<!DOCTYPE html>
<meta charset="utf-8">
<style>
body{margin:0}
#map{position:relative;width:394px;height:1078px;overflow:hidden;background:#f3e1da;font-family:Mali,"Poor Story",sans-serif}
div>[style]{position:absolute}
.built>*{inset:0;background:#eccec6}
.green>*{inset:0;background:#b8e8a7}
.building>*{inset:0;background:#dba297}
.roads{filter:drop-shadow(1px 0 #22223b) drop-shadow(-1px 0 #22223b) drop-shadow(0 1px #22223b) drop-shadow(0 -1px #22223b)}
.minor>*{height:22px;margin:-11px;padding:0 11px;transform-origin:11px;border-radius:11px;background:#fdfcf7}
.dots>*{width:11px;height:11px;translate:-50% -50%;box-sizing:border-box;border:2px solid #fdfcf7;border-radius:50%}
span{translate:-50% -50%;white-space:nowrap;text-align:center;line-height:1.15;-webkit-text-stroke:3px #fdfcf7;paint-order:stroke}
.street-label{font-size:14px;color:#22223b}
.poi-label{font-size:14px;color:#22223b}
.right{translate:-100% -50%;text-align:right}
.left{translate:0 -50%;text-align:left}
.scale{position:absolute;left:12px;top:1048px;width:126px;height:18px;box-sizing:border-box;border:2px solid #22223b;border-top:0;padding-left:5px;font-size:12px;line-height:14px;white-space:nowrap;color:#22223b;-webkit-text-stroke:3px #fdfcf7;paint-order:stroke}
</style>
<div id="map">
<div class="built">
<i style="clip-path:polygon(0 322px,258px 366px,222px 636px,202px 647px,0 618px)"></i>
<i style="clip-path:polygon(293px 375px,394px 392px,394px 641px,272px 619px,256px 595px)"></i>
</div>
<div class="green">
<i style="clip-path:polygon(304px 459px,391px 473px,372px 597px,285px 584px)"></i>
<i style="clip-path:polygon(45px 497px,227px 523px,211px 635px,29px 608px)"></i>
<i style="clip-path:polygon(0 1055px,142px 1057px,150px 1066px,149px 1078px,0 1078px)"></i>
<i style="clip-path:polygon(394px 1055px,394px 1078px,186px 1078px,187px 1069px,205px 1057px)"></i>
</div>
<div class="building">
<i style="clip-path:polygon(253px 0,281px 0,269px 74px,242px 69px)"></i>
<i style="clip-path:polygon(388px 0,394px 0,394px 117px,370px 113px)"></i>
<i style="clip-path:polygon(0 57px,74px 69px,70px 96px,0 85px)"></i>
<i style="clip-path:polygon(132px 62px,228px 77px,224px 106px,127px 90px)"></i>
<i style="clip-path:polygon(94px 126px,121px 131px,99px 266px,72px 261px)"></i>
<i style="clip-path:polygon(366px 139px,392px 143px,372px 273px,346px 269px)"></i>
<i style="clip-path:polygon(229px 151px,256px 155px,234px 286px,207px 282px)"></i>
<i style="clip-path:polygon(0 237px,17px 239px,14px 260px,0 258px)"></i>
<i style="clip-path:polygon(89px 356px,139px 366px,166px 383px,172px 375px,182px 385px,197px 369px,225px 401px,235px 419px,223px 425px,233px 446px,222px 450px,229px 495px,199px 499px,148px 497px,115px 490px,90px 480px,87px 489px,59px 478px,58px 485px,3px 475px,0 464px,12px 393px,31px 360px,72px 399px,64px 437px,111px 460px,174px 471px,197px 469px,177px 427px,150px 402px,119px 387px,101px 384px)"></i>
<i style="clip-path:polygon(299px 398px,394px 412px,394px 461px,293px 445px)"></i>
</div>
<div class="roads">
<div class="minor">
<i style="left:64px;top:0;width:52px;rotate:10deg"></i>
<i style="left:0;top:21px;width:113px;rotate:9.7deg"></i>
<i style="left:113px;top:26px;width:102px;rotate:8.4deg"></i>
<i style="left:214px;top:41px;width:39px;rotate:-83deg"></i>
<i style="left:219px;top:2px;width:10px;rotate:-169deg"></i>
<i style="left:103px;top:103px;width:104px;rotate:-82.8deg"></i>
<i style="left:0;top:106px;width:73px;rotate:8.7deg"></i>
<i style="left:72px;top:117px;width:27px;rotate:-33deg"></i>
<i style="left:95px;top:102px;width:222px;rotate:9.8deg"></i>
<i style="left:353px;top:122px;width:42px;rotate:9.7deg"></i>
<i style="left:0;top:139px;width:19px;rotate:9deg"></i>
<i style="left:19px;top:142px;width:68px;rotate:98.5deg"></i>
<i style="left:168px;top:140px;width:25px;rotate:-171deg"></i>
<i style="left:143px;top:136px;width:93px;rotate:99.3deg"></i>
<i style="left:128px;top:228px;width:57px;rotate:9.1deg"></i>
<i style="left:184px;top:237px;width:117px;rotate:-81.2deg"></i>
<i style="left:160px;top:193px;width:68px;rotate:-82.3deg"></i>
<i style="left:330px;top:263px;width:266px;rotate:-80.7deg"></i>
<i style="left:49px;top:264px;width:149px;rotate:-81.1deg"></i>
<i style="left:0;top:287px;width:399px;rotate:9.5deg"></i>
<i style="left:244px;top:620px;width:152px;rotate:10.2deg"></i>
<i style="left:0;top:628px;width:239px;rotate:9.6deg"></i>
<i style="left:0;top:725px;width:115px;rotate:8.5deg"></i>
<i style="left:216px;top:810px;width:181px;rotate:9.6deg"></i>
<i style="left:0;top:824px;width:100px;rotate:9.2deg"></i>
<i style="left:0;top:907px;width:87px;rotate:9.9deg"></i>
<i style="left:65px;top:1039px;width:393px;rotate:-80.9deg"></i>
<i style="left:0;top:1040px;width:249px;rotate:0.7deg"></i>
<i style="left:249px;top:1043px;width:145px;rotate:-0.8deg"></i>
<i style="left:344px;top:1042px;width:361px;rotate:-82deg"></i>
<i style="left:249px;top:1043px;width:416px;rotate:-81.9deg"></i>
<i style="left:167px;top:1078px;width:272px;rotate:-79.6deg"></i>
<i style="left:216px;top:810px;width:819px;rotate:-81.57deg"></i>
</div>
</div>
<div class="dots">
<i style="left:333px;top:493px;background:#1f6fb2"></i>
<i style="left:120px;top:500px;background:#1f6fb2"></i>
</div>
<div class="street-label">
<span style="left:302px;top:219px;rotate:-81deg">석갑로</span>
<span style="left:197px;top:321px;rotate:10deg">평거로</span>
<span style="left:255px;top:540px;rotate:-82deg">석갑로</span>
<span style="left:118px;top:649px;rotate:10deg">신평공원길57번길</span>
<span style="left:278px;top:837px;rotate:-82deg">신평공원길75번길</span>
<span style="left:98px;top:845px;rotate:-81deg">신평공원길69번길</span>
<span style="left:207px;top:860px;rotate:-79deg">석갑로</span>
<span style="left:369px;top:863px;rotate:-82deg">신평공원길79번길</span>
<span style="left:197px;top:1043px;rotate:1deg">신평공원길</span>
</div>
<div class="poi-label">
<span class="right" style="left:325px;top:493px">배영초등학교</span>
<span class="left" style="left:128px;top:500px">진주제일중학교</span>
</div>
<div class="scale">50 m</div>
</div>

▶ _Your goal_
Please copy only the lines between the first line of the entries and the line with "0 #22223b) drop-shadow(-1px", keeping those two end lines as well, exactly as written.

▶ _Your solution_
<!DOCTYPE html>
<meta charset="utf-8">
<style>
body{margin:0}
#map{position:relative;width:394px;height:1078px;overflow:hidden;background:#f3e1da;font-family:Mali,"Poor Story",sans-serif}
div>[style]{position:absolute}
.built>*{inset:0;background:#eccec6}
.green>*{inset:0;background:#b8e8a7}
.building>*{inset:0;background:#dba297}
.roads{filter:drop-shadow(1px 0 #22223b) drop-shadow(-1px 0 #22223b) drop-shadow(0 1px #22223b) drop-shadow(0 -1px #22223b)}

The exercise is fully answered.